Jan Grarup – Haiti Aftermath, 2011

A devastating earthquake struck the island of Haiti on January 12, 2010. Commissioned by different magazines, the Danish photographer travelled to the Caribbean state, to report on the effects of the natural disaster. In 2011, his series was granted the Leica Oskar Barnack Award.

The destruction is appalling. A precise count and identification of the dead is difficult due to the enormous devastation; the number of victims can only be estimated. The government assumed then a death toll of around 300,000, with more than three million affected by the quake. Around 1.85 million people were left homeless. The earthquake is therefore considered to be the most severe quake in the history of the Americas. Grarup saw his mission as a photographer as much more than the simple depiction of the current situation: “Seeing all the suffering going on in a place like Haiti in the aftermath of the earthquake, I feel obliged to do so. As photographers we have a responsibility to do this in order to tell the stories as honestly and as in-depth as we can. It’s a hard job.” His pictures still lead the viewer to the limits of human despair, dignity, suffering and hope. Even the photographer himself had to endure the desperate situation on location: “I consider photojournalism as one way of helping people to understand. I am not saying that my work has helped; but I honestly and sincerely hope it has.”

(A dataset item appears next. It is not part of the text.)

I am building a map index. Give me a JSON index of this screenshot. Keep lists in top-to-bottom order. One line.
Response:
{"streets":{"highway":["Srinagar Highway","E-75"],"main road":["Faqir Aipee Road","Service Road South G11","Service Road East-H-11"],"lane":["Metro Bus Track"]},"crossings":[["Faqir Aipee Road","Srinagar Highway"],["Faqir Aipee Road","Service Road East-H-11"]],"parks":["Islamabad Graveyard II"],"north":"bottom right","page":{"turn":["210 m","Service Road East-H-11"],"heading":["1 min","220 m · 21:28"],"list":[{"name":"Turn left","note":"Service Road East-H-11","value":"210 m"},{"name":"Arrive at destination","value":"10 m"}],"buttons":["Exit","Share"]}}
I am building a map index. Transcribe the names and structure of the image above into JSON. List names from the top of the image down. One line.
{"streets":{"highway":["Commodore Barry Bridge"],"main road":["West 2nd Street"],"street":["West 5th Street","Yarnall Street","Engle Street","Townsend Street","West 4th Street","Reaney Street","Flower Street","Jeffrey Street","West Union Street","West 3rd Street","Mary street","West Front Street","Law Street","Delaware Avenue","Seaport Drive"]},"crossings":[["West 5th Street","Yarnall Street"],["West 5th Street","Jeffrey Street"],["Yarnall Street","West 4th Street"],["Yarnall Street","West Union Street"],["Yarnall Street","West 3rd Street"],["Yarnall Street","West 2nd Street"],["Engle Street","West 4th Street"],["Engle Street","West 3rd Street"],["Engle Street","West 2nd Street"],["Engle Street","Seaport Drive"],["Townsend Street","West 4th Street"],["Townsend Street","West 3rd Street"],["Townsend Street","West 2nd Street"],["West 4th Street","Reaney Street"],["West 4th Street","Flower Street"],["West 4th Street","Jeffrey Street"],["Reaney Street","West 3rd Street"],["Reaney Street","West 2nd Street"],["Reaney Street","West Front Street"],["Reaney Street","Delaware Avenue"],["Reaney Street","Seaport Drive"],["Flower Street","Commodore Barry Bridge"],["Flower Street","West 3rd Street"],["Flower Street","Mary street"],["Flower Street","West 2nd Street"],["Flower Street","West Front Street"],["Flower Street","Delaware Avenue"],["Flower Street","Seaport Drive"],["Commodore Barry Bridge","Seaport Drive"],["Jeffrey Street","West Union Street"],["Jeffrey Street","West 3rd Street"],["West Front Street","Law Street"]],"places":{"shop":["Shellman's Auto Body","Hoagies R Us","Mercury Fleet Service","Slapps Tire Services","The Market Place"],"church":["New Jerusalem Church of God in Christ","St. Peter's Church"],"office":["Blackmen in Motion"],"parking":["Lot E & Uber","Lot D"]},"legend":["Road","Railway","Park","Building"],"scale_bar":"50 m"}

“I feel that we, the people in richer parts of the world, have an obligation to get involved in places where people have next to nothing in order to survive. Photojournalism can potentially help if the stories are told in-depth, with a lot of empathy and with heart.”

The aim of Grarup’s black and white shots is to generate emotion. The earthquake took everything the Haitians had: their belongings, their friends and relatives. Their lives lie in ruins. Fear and despair are written on their faces. They have lost all they ever owned and, in their search for food and water, often even risk the only thing left to them: their lives. The police and private security forces attempt to protect the remaining stocks of provisions and do not hesitate to defend them with weapons, as Grarup’s images show. The fact that the pictures continue to have an impact is entirely in the photographer’s interest, because “it’s very important for me that people remember what’s going on in the world long after the more ‘fast forward’ media has left a place. A story doesn’t just go away just because the media leaves. It’s not so important if they remember my pictures specifically, as long as they remember the issues and the fact that something is going on beyond their own backyard.”

(Text updated 2020)

Interview with Jan Grarup (2011)

“I consider my work has many layers and that it often gains more meaning by being looked at in a deeper way. Basically, one could argue that it is up to the viewers how much information they want to draw out of my images.”

Jan Grarup

Born in 1968, Grarup has travelled almost the whole world in the past decades and photographed many of recent history’s defining human rights and conflict issues. The work reflects his belief in photojournalism’s role as an instrument of witness and memory to incite change, and the necessity of telling the stories of people who are rendered powerless to tell their own. His images of the Rwandan and Darfur genocides provide incontrovertible evidence of unthinkable human brutality, in the hope that such events will never happen or be allowed to happen again. During the development of his projects, Grarup often works hand in hand with aid organisations such as Doctors without Borders and UNICEF. He has already won numerous prestigious awards within the photography industry, such as the World Press Photo, and from human rights organizations, such as UNICEF. He is based in Copenhagen.